Constituição como arguido e inquérito arquivado? Sim, é normal

20/08/2024

Revista Sábado
Paulo Lona
Presidente do Sindicato dos Magistrados do Ministério Público

Cerca de 75% dos inquéritos são arquivados. As causas dos arquivamentos são variadas, sendo as mais frequentes: inexistência de crime, desistência de queixa por parte do ofendido e recolha de prova inconclusiva.

Em ciclos de tempo relativamente curtos ressurge mediaticamente a discussão sobre o estigma da constituição de alguém como arguido.

A constituição como arguido de algum suspeito ocorre no âmbito de processos crime, por regra na sua fase de inquérito, isto é, na sua fase investigatória.

Quando falamos do inquérito estamos a reportar-nos a uma das fases do processo penal, no âmbito da qual se desenvolve a investigação de factos que constituem crime. 

Em causa está o conjunto das diligências que visam investigar a existência de um crime, determinar os seus agentes e a responsabilidade destes, bem como a descoberta e recolha das provas em ordem a decidir pela acusação, arquivamento ou suspensão provisória do processo. O Ministério Público dirige a fase processual de inquérito e procura/analisa todas as provas, quer sejam desfavoráveis quer favoráveis aos suspeitos/arguidos.  

Nessa atividade é coadjuvado pelos órgãos de polícia criminal, os quais atuam sob a sua orientação e na sua dependência funcional.

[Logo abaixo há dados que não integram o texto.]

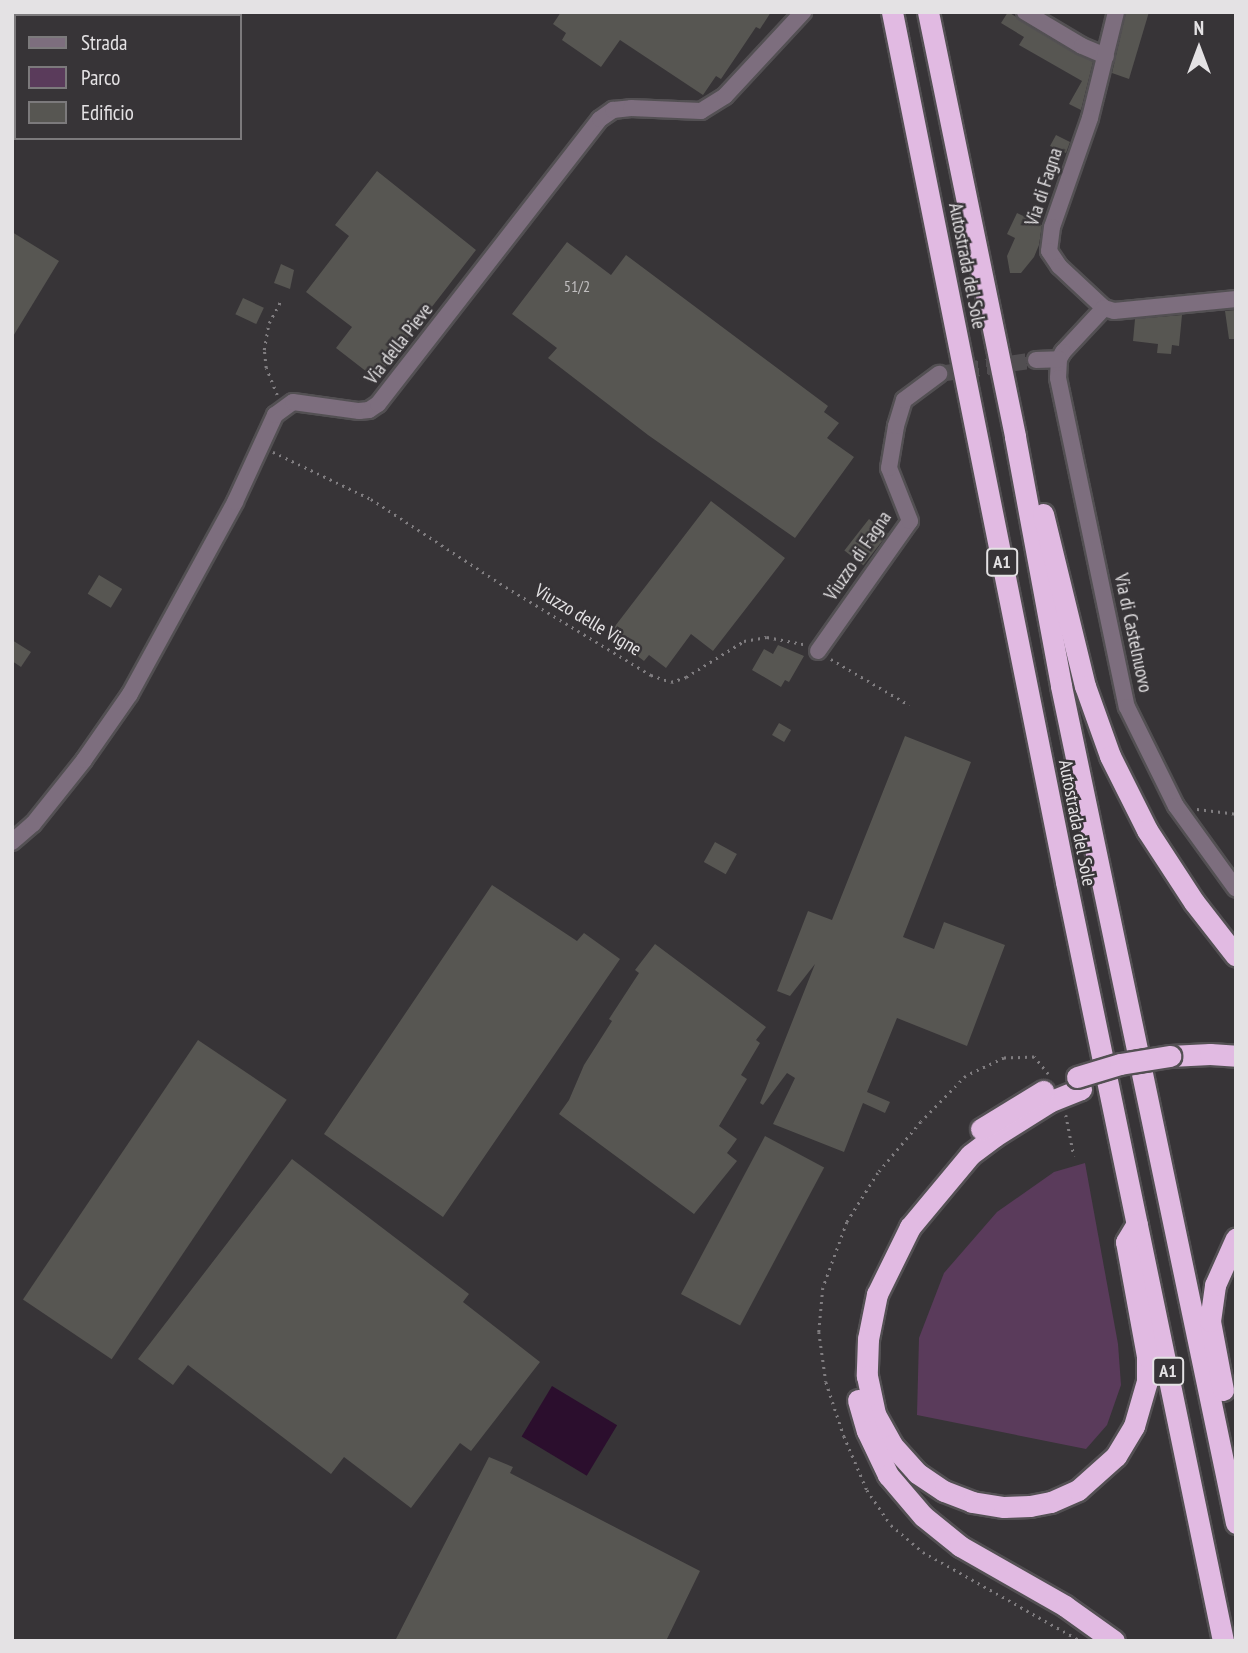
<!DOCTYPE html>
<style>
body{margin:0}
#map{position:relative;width:1248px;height:1653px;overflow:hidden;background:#373437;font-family:"PT Sans Narrow",sans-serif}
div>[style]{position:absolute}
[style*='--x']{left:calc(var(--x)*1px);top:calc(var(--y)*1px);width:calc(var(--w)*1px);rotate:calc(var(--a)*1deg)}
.green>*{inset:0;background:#5a3b5b}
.water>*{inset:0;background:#2b0e2d;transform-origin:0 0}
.building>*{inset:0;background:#575652;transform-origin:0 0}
.minor-tunnel>*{height:16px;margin-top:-8px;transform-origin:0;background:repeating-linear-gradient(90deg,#514e51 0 16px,transparent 0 24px)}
.path>*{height:2.5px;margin-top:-1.25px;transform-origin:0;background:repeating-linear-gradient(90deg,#807d80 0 2px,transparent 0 7px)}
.roads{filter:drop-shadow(2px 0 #535053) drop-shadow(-2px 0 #535053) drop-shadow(0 2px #535053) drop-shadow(0 -2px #535053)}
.minor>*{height:16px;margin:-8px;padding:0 8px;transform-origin:8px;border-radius:8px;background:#7d6e7e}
.highway>*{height:21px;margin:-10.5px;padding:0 10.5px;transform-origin:10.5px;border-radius:10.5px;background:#e1bae2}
.bridges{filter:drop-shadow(2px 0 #535053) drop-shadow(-2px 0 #535053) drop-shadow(0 2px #535053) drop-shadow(0 -2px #535053)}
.highway-bridge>*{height:21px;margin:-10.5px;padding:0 10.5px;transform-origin:10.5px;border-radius:10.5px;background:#e1bae2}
span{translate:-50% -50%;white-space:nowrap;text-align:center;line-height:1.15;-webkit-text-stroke:5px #373437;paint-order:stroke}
.number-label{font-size:16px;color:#c1bfc0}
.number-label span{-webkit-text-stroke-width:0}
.shield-label span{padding:2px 5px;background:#373437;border:2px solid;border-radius:5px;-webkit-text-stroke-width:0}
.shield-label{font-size:18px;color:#e4e2e4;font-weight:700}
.street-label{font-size:19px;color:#e4e2e4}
.frame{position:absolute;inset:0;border:14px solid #e4e2e4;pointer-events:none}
.legend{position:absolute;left:14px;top:14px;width:228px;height:126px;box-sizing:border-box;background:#373437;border:2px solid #7c7a7c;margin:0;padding:9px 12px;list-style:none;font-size:21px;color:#e4e2e4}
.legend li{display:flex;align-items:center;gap:14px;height:35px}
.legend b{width:35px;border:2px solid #7c7a7c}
.north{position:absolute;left:1164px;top:14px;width:70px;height:70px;-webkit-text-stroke:5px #373437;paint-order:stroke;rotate:0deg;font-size:19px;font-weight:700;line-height:28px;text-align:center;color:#e4e2e4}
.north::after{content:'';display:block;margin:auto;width:24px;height:32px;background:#e4e2e4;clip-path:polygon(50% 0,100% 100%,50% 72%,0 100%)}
</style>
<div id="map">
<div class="green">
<i style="clip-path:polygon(1085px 1163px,1118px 1344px,1121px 1385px,1107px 1425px,1086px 1449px,917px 1415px,919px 1338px,944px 1273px,997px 1212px,1054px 1172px)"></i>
</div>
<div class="water">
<i style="left:552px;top:1386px;width:76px;height:59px;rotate:31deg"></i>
</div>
<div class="building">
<i style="clip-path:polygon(561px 12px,771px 12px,760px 29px,756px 27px,721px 79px,716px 76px,703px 95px,620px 40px,601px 67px,562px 40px,566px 33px,553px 24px)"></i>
<i style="clip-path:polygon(1008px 12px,1093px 62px,1081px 110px,1069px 104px,1082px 81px,1019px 45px,1024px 37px,1001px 23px)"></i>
<i style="clip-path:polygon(1126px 12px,1149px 12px,1129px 79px,1112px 73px)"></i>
<i style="clip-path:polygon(1056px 135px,1070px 142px,1066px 153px,1050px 146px)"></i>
<i style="clip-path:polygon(377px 171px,476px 250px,376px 379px,336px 348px,352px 327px,306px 292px,349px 236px,335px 225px)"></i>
<i style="clip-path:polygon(1017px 213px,1042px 225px,1039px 245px,1034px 257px,1021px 273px,1010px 273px,1007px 256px,1015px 238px,1007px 234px)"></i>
<i style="clip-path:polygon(12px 232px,59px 261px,12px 338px)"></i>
<i style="clip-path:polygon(567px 242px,611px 275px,626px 255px,828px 406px,824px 412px,839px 423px,827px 438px,854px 457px,795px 538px,648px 435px,548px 358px,557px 348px,512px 314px)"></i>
<i style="clip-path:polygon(281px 264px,294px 270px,290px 289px,274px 283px)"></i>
<i style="left:243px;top:298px;width:23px;height:18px;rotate:25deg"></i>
<i style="clip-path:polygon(1236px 310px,1236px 339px,1229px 339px,1225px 311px)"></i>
<i style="clip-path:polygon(1182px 315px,1179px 346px,1172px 345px,1171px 354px,1157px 353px,1158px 344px,1133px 341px,1135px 319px)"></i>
<i style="clip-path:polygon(711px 501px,785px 558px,713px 651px,691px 634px,666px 668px,649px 655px,644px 661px,609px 634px)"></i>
<i style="left:869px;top:519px;width:24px;height:40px;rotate:38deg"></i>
<i style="left:99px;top:575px;width:27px;height:22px;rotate:31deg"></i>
<i style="clip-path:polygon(12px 640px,31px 652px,21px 667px,12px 661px)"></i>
<i style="clip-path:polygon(778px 645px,804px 656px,789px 682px,785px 680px,781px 687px,752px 670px,764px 649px,773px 654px)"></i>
<i style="left:779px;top:723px;width:14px;height:14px;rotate:30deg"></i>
<i style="clip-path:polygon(905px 736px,971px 762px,903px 937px,934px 949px,944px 922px,1005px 945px,967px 1046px,897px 1018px,867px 1092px,890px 1102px,885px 1113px,863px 1103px,844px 1152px,773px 1124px,795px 1078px,787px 1073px,763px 1105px,760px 1103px,815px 964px,790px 996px,777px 991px,808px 911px,832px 920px)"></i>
<i style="left:715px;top:842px;width:25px;height:23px;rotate:29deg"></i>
<i style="clip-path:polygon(492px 885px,577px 941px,584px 933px,620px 959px,443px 1217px,324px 1134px)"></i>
<i style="clip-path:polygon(655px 944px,766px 1027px,756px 1040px,760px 1043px,741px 1075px,747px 1079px,719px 1126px,737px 1139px,727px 1153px,737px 1161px,694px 1214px,559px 1114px,569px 1100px,584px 1065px,612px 1021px,609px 1019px,639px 973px,635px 970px)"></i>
<i style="left:198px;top:1040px;width:107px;height:313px;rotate:34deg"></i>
<i style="left:765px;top:1136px;width:67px;height:179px;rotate:28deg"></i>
<i style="clip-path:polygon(292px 1159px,469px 1294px,463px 1302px,540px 1362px,471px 1451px,460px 1443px,411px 1508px,344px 1457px,331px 1474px,188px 1365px,173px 1385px,138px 1359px)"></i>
<i style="clip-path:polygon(489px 1457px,513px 1467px,510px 1473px,700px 1571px,666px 1641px,395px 1641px)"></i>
</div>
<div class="minor-tunnel">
<i style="--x:939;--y:374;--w:98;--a:-8.2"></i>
</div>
<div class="path">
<i style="--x:94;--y:16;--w:5;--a:-53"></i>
<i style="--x:12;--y:115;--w:6;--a:-51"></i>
<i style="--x:277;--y:395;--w:29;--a:-112"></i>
<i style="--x:266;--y:368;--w:18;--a:-96"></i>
<i style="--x:264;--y:350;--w:27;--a:-80"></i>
<i style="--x:269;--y:323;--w:27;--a:-62"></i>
<i style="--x:273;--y:452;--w:109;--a:25.6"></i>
<i style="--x:371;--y:499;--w:161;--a:33.1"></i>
<i style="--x:506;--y:587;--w:170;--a:31.3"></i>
<i style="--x:651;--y:675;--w:21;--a:19"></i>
<i style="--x:671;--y:682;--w:16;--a:-18"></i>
<i style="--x:686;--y:677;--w:68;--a:-31.8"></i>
<i style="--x:744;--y:641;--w:23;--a:-10"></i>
<i style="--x:767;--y:637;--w:38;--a:11"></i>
<i style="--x:831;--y:659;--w:91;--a:30.5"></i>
<i style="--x:1197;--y:809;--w:39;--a:7"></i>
<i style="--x:1048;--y:1074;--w:22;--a:-129"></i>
<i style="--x:1034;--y:1057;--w:30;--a:178"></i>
<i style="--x:1004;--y:1058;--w:42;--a:154.7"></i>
<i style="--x:966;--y:1076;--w:64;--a:134.4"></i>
<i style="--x:921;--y:1122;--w:67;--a:130.1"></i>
<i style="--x:878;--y:1173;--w:58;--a:122.3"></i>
<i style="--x:847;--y:1222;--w:70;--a:110"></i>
<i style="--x:823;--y:1288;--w:44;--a:95.2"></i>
<i style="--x:819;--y:1332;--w:50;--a:82"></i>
<i style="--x:826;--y:1382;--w:57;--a:71.6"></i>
<i style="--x:844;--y:1436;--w:59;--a:66.9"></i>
<i style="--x:867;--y:1490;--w:42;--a:55.6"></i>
<i style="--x:891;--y:1525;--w:42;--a:40.2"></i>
<i style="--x:923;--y:1552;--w:181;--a:29.4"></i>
<i style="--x:1066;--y:1115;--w:42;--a:79"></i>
</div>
<div class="roads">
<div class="minor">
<i style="--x:1025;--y:12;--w:66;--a:30.8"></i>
<i style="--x:1082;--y:46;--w:26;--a:23"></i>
<i style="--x:1116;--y:12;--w:109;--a:103.8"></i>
<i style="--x:1090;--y:118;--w:115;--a:109.2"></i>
<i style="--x:1052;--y:227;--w:24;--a:97"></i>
<i style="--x:1049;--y:251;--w:18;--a:56"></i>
<i style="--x:1059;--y:266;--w:62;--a:43"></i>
<i style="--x:1104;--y:308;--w:10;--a:17"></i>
<i style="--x:1114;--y:311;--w:123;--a:-5.6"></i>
<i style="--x:1104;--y:308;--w:60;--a:133"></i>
<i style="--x:1063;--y:352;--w:8;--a:120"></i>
<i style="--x:1059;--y:359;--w:19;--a:93"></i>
<i style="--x:1058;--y:378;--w:336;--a:78.2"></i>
<i style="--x:1127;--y:707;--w:110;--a:63.7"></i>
<i style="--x:1176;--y:806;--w:102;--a:54.1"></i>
<i style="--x:1036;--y:360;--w:23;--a:-2"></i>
<i style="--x:818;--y:651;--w:159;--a:-54.7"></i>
<i style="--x:910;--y:521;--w:57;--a:-111.6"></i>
<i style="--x:889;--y:468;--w:43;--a:-80.5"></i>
<i style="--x:896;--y:426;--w:27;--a:-73"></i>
<i style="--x:904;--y:400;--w:44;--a:-36.6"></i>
<i style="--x:12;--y:842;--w:28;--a:-41"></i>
<i style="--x:33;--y:824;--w:82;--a:-51.4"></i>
<i style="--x:84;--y:760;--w:80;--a:-55.1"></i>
<i style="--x:130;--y:694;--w:219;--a:-61.3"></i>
<i style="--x:235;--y:502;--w:96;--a:-65.3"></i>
<i style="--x:275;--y:415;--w:22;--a:-36"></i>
<i style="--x:293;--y:402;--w:67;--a:7.8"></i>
<i style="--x:359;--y:411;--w:10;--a:-6"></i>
<i style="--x:369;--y:410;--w:11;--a:-34"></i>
<i style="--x:378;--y:404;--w:361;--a:-52.1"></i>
<i style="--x:600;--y:119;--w:16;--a:-35"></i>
<i style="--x:613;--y:110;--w:18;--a:-6"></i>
<i style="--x:631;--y:108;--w:70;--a:2.5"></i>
<i style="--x:701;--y:111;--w:28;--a:-32"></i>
<i style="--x:725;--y:96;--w:115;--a:-47.1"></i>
</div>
<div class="highway">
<i style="--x:892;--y:12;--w:887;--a:78.69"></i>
<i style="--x:1066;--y:882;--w:775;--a:78.31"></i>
<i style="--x:928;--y:12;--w:434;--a:78.4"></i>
<i style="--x:1015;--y:437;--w:253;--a:79.5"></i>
<i style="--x:1061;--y:686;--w:855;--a:78.19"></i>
<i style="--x:1043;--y:514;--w:177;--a:76.3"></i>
<i style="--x:1085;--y:686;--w:74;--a:70.3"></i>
<i style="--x:1110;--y:756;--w:83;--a:63.4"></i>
<i style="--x:1147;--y:830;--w:86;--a:56.9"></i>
<i style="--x:1194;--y:902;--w:68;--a:52.1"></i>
<i style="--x:1170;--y:1056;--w:40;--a:-2.9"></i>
<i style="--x:1210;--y:1054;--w:26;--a:4"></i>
<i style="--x:1081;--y:1089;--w:35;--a:158"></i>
<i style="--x:1049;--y:1102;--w:64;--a:147.8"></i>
<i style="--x:995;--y:1136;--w:31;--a:143"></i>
<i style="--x:970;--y:1155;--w:94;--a:129.8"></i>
<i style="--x:910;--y:1227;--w:75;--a:116.2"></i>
<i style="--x:877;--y:1294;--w:46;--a:101.3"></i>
<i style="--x:868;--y:1339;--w:37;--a:92"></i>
<i style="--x:867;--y:1376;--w:39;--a:78"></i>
<i style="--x:875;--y:1414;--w:35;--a:61"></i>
<i style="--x:892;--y:1445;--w:38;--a:48"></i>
<i style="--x:917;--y:1473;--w:32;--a:34"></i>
<i style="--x:944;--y:1491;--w:30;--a:21"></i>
<i style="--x:972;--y:1502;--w:32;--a:9"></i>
<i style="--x:1004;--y:1507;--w:26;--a:-2"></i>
<i style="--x:1030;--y:1506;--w:21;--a:-11"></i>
<i style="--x:1051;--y:1502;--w:30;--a:-24"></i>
<i style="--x:1078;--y:1490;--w:51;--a:-41.8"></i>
<i style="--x:1116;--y:1456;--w:35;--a:-59"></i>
<i style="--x:1134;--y:1426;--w:47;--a:-73.9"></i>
<i style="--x:1147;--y:1381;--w:25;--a:-90"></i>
<i style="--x:1147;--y:1356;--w:116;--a:-100.4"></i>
<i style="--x:1126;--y:1242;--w:21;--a:-59"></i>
<i style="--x:981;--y:1129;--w:73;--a:-31.5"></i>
<i style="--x:1223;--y:1390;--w:70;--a:-100.7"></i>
<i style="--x:1210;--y:1321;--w:36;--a:-82"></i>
<i style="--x:1215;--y:1285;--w:51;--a:-65.9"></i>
<i style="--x:858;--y:1400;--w:32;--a:74"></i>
<i style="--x:867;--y:1431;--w:49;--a:64.5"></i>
<i style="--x:888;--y:1475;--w:54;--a:49.5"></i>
<i style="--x:923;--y:1516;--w:48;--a:39"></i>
<i style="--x:960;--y:1546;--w:121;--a:29.7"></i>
<i style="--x:1065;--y:1606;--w:60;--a:35.5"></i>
</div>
</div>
<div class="bridges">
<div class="highway-bridge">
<i style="--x:1077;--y:1077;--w:45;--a:-16.8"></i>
<i style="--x:1120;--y:1064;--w:51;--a:-9.1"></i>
</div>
</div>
<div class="number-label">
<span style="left:577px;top:286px">51/2</span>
</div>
<div class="shield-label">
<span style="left:1002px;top:562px">A1</span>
<span style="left:1168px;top:1371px">A1</span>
</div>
<div class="street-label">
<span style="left:1044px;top:187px;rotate:-72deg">Via di Fagna</span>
<span style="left:967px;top:266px;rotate:79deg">Autostrada del Sole</span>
<span style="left:399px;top:344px;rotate:-52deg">Via della Pieve</span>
<span style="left:858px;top:556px;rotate:-56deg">Viuzzo di Fagna</span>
<span style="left:588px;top:620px;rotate:31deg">Viuzzo delle Vigne</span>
<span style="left:1133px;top:633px;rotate:78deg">Via di Castelnuovo</span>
<span style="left:1077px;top:823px;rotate:79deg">Autostrada del Sole</span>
</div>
<div class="frame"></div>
<ul class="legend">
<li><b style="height:9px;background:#7d6e7e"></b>Strada</li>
<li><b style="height:19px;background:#5a3b5b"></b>Parco</li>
<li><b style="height:19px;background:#575652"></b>Edificio</li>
</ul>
<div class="north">N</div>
</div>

O inquérito deve terminar por despacho do Ministério Público, arquivando-o, suspendendo-o provisoriamente ou deduzindo acusação. 

O arguido pode ser definido como o suspeito que é formalmente constituído como sujeito processual e relativamente a quem corre um processo penal, como eventual responsável pelo(s) crime(s) que constitui(em) objeto desse mesmo processo. 

A constituição de arguido é realizada através da comunicação (oral ou por escrito) feita ao visado por uma autoridade judiciária ou um órgão de polícia criminal, estipulando-se na lei as diversas situações em que ocorre essa constituição de arguido, como por exemplo quando é detido, quando lhe é aplicada medida de coação ou quando presta declarações no processo.A constituição como arguido não é um ato apenas formal. 

O arguido, a partir da respetiva constituição, passa ter um conjunto de direitos e deveres processuais, por força do seu estatuto processual. Entre os direitos, destacam-se o direito de presença nos atos processuais que diretamente lhe disserem respeito, de audiência, o direito ao silêncio (que não pode ser interpretado como presunção de culpa, atento o princípio da presunção de inocência), o direito a assistência por defensor, os direitos de intervenção e de recurso. E não é verdade que algum suspeito seja constituído como arguido sem que seja informado dos factos de que é suspeito.  

Apesar de todo o discurso mediático se centrar nos arguidos é de notar que não menos importante é o interesse das vítimas e da própria sociedade no exercício efetivo da ação penal.

Cerca de 75% dos inquéritos são arquivados. As causas dos arquivamentos são variadas, sendo as mais frequentes: inexistência de crime (é recolhida prova de que não houve qualquer crime), desistência de queixa por parte do ofendido (nos casos em que é admissível, extingue o procedimento criminal) e recolha de prova inconclusiva (só há acusação quando há indícios sérios e objetivos de que houve um crime e de quem foi o seu autor, sendo elevada a probabilidade de condenação deste em julgamento; se não houver indícios ou se estes não forem assim tão fortes, o inquérito deve ser arquivado).Nos processos que chegam a julgamento, há condenação em cerca de 85%.

Aquilo que é perfeitamente normal num inquérito e que tem que ser conjugado sempre com a presunção de inocência, de que beneficia qualquer arguido, transformou-se, mediaticamente (e por vezes politicamente), em algo diferente e do qual são extraídas conclusões extra processuais. 

A constituição como arguido não implica qualquer presunção de culpabilidade e é perfeitamente normal e usual que findo um inquérito, em que alguém foi constituído como arguido, este venha a ser arquivado. A fundada suspeita da prática de um crime que pode existir em determinado momento processual não equivale aos indícios probatórios necessários para ser deduzida acusação.

Todas as considerações mediáticas efetuadas a propósito da constituição de alguém como arguido são o reflexo dos tempos que vivemos.

O Ministério Público limita-se a aplicar a lei quando constitui algum suspeito como arguido e quando arquiva o inquérito em causa. 

*Uma nota final de solidariedade com os advogados portugueses e a Ordem dos Advogados na sua luta pela atualização de uma tabela de pagamento de honorários do acesso ao direito com quase 20 anos e, como tal, completamente desatualizada nos seus valores.